#### Task instructions
Each line below that includes "data" counts once; report the total and nothing more.

#### Exercise inputs

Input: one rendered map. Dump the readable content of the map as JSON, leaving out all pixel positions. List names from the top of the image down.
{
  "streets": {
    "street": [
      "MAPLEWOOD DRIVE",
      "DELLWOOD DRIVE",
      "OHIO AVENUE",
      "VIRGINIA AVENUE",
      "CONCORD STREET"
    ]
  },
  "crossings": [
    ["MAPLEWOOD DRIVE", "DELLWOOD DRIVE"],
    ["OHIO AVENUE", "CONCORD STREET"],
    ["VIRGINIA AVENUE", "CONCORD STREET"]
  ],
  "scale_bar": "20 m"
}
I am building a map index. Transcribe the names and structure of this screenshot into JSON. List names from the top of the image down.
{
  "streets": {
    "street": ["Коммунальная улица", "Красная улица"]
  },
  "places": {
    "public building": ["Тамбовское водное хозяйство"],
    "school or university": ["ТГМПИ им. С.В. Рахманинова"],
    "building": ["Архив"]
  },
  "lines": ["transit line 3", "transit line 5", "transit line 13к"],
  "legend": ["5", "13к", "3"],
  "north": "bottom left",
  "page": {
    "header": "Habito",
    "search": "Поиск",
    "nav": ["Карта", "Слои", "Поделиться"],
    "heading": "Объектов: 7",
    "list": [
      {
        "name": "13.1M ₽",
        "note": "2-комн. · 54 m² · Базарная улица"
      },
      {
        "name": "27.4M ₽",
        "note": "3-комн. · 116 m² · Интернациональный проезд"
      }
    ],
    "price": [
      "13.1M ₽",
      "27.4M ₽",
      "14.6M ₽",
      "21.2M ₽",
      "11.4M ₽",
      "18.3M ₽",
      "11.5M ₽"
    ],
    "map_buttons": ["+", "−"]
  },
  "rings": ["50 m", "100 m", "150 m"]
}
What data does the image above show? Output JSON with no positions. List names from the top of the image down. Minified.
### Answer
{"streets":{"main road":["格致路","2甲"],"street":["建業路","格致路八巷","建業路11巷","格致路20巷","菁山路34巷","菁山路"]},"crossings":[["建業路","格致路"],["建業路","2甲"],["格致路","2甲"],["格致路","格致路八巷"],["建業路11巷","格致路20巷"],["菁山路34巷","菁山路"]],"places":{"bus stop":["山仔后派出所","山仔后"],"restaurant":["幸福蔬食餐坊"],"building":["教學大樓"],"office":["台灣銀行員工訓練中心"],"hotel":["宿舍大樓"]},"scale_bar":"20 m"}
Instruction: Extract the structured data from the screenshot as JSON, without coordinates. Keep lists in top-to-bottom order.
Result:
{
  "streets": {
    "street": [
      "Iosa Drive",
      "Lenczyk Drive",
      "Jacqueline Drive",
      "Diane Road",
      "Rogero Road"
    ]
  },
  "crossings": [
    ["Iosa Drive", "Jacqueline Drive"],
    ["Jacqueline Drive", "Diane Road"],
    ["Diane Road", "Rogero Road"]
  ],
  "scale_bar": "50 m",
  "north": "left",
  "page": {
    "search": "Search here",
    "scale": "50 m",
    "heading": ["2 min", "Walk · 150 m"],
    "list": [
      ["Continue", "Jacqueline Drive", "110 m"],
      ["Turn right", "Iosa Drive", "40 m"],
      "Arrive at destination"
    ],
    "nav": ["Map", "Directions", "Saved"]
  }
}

#### Finished exercise
2